ArchangelIsraphel wrote: »Part of what I have always enjoyed about the world building in ESO was that the LGBTQ+ characters depicted were simply built into the world naturally. They exist as a fact of life, which is largely accepted by the various cultures of this world, instead of being treated as some kind of unusual anomaly or special exception. The world building depicted them as PEOPLE, as characters first, with backstories, fears, joys, needs and wants- not as an advertisement for their sexuality or identity. Those things are a -part- of them, but they are not the whole of who they are. Even when they struggled, the struggle was depicted with realism, and compassion.
spartaxoxo wrote: »Ideally every quest in the game would be well-written. So, I agree with you there.
For me, the main deal breaker is when they break the lore. Like that awful business with Dark Brotherhood characters and Eveli back in Blackwood. I can't play Tanlorin yet but I hope that their story isn't awful like that.
Tanlorin's story isn't awful at all. I found it rather engaging, dealing with the perspective of an oustered Altmer. As someone else said in this thread, their gender identity doesn't come into it.
AcadianPaladin wrote: »First is the they/them stuff. Every time I hear it, I'm looking around for where the (plural) others are. Every. Time. I don't know what the answer is. They/them is too confusing/vague.
I had the same problem with Tree Boy in High Isle.
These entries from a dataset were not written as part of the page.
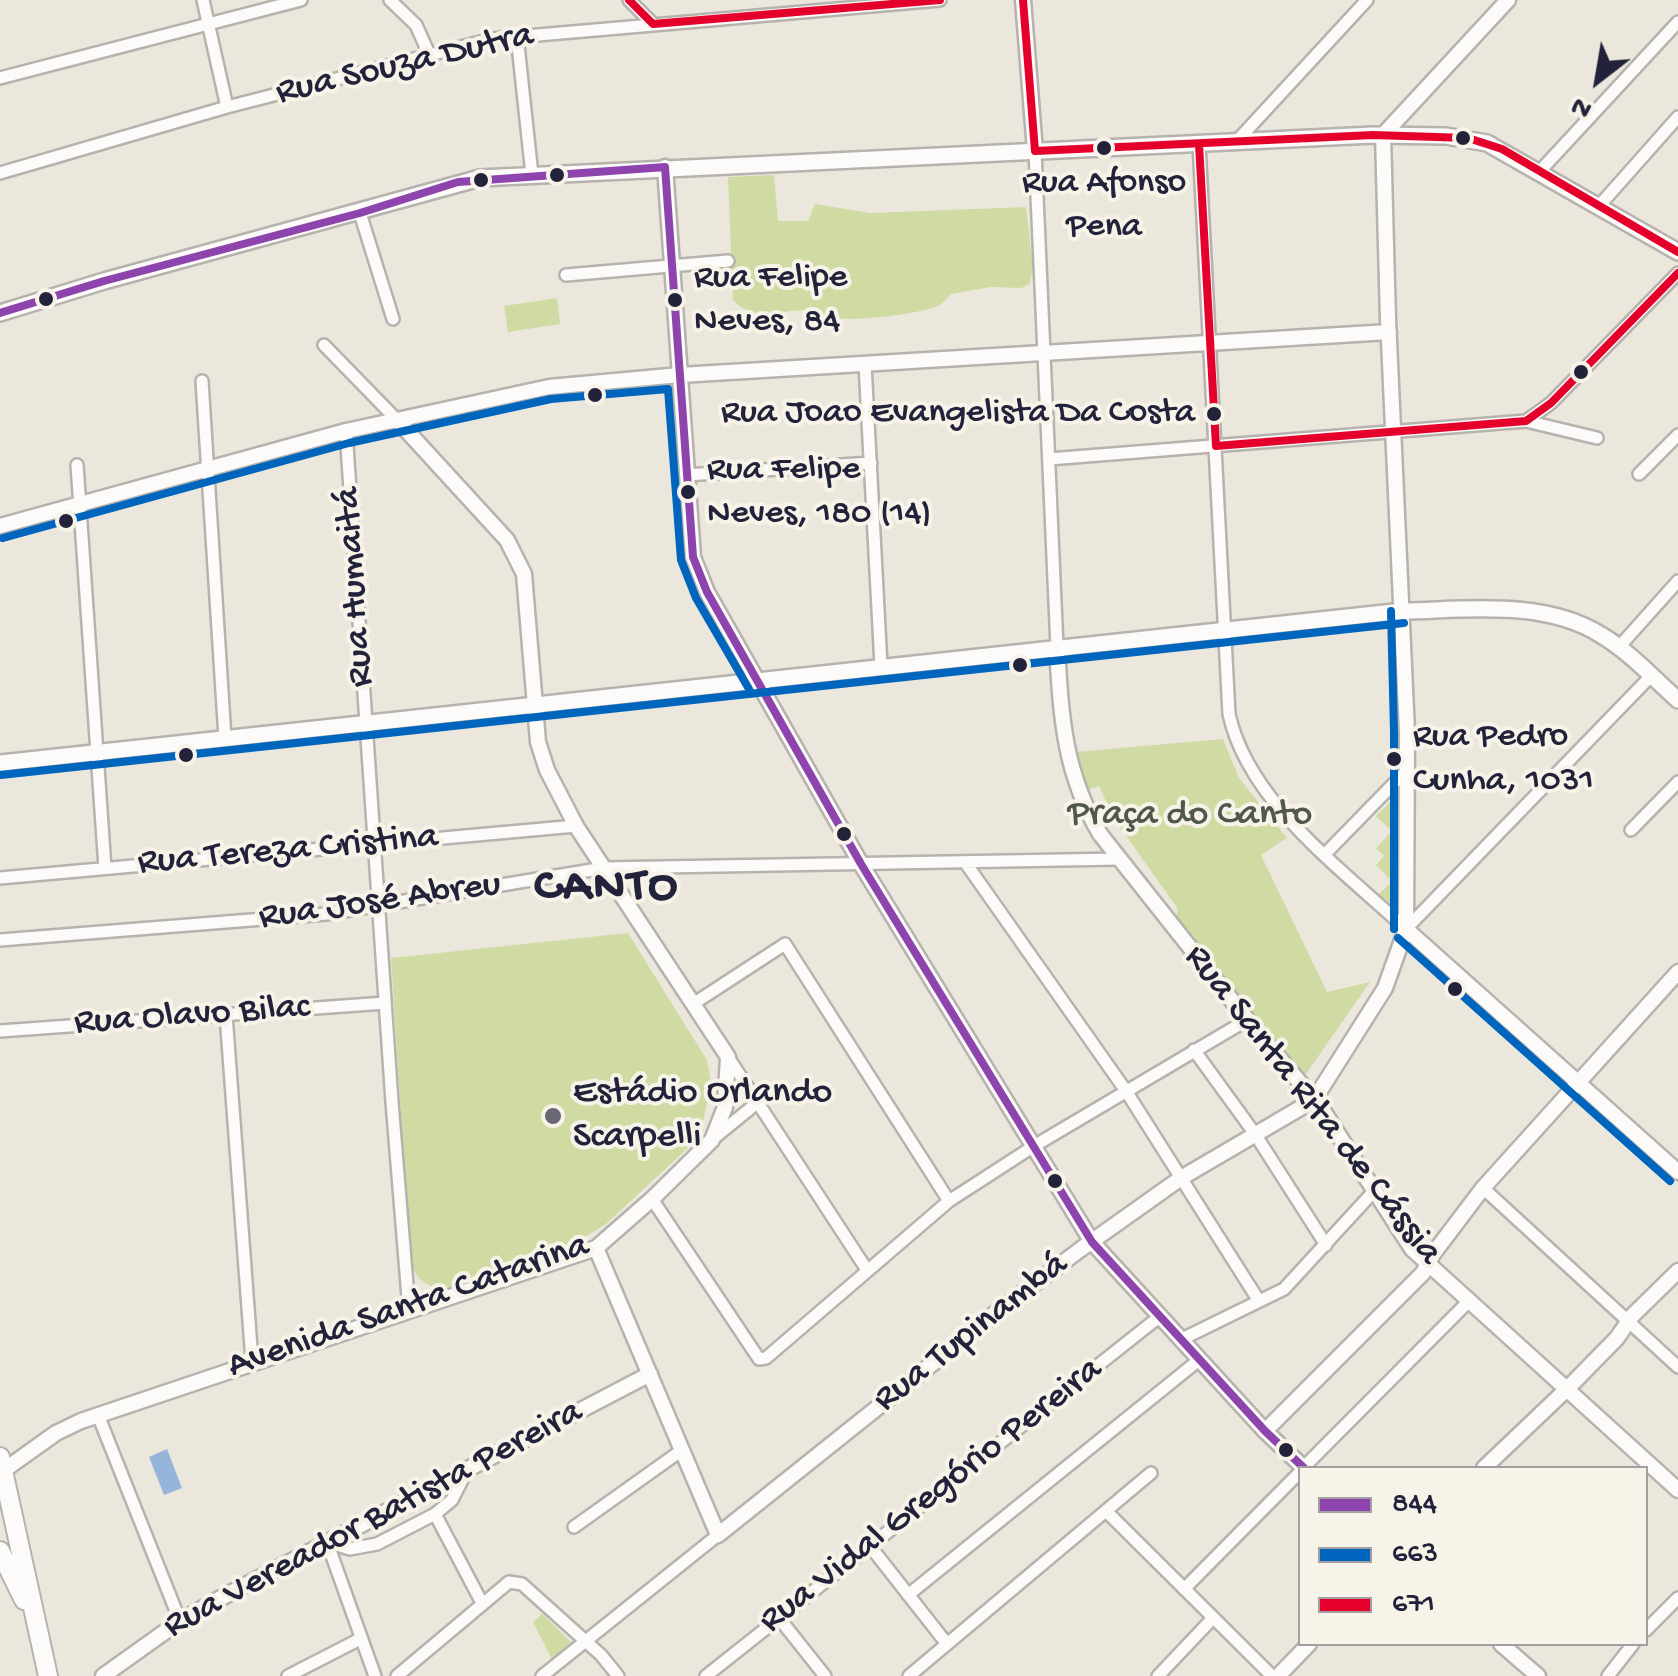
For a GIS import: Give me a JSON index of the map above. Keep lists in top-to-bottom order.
{
  "streets": {
    "street": [
      "Rua Souza Dutra",
      "Rua Humaitá",
      "Rua Tereza Cristina",
      "Rua José Abreu",
      "Rua Olavo Bilac",
      "Rua Santa Rita de Cássia",
      "Avenida Santa Catarina",
      "Rua Tupinambá",
      "Rua Vidal Gregório Pereira",
      "Rua Vereador Batista Pereira"
    ]
  },
  "crossings": [
    ["Rua Humaitá", "Rua Tereza Cristina"],
    ["Rua Humaitá", "Rua José Abreu"],
    ["Rua Humaitá", "Rua Olavo Bilac"],
    ["Rua Humaitá", "Avenida Santa Catarina"],
    ["Rua José Abreu", "Rua Santa Rita de Cássia"],
    ["Rua Santa Rita de Cássia", "Rua Tupinambá"]
  ],
  "districts": ["CANTO"],
  "parks": ["Praça do Canto"],
  "places": [
    "Rua Afonso Pena",
    "Rua Felipe Neves, 84",
    "Rua Joao Evangelista Da Costa",
    "Rua Felipe Neves, 180 (14)",
    "Rua Pedro Cunha, 1031",
    "Estádio Orlando Scarpelli"
  ],
  "lines": ["transit line 671", "transit line 844", "transit line 663"],
  "legend": ["844", "663", "671"],
  "north": "bottom left"
}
colossalvoids wrote: »After being absent in the thread for some time reading new responses and such gave me on-topic wish of sorts.
Zos does community things from time to time so it might be a great one to have a writing competition of sorts, where people could create and flesh out a character, a story or in-game lore concept. But not only for the competition sake, but for writers to have some inspiration from actual community, maybe to integrate some of those into the game as a reward also. Sorry to mention and paying particular attention but what Syldras writes always brings me back to what elder scrolls in essence is to me personally and there are should be quite a few people around with writing talent to give ESO writing if not new life (we're severely lacking now imo) but at least some new perspectives.
Monte_Cristo wrote: »spartaxoxo wrote: »Ideally every quest in the game would be well-written. So, I agree with you there.
For me, the main deal breaker is when they break the lore. Like that awful business with Dark Brotherhood characters and Eveli back in Blackwood. I can't play Tanlorin yet but I hope that their story isn't awful like that.
Tanlorin's story isn't awful at all. I found it rather engaging, dealing with the perspective of an oustered Altmer. As someone else said in this thread, their gender identity doesn't come into it.
I was actually hoping Tanlorin would turn out to be the spy. It would've been a good twist. We've been tricked into helping the baddie.
Expecting, no. After the 2nd quest, it was always going to be either Wisteria or Hyacinth. Hoping, yes.
AcadianPaladin wrote: »First is the they/them stuff. Every time I hear it, I'm looking around for where the (plural) others are. Every. Time. I don't know what the answer is. They/them is too confusing/vague.
I had the same problem with Tree Boy in High Isle.
Honestly that's not much different how taken aback I was at first by the Khajit speaking in third person. You just get used to it as you get more exposed to it, and you don't if you don't. Hence I'd argue it's a good thing there's a they/them using character in the game.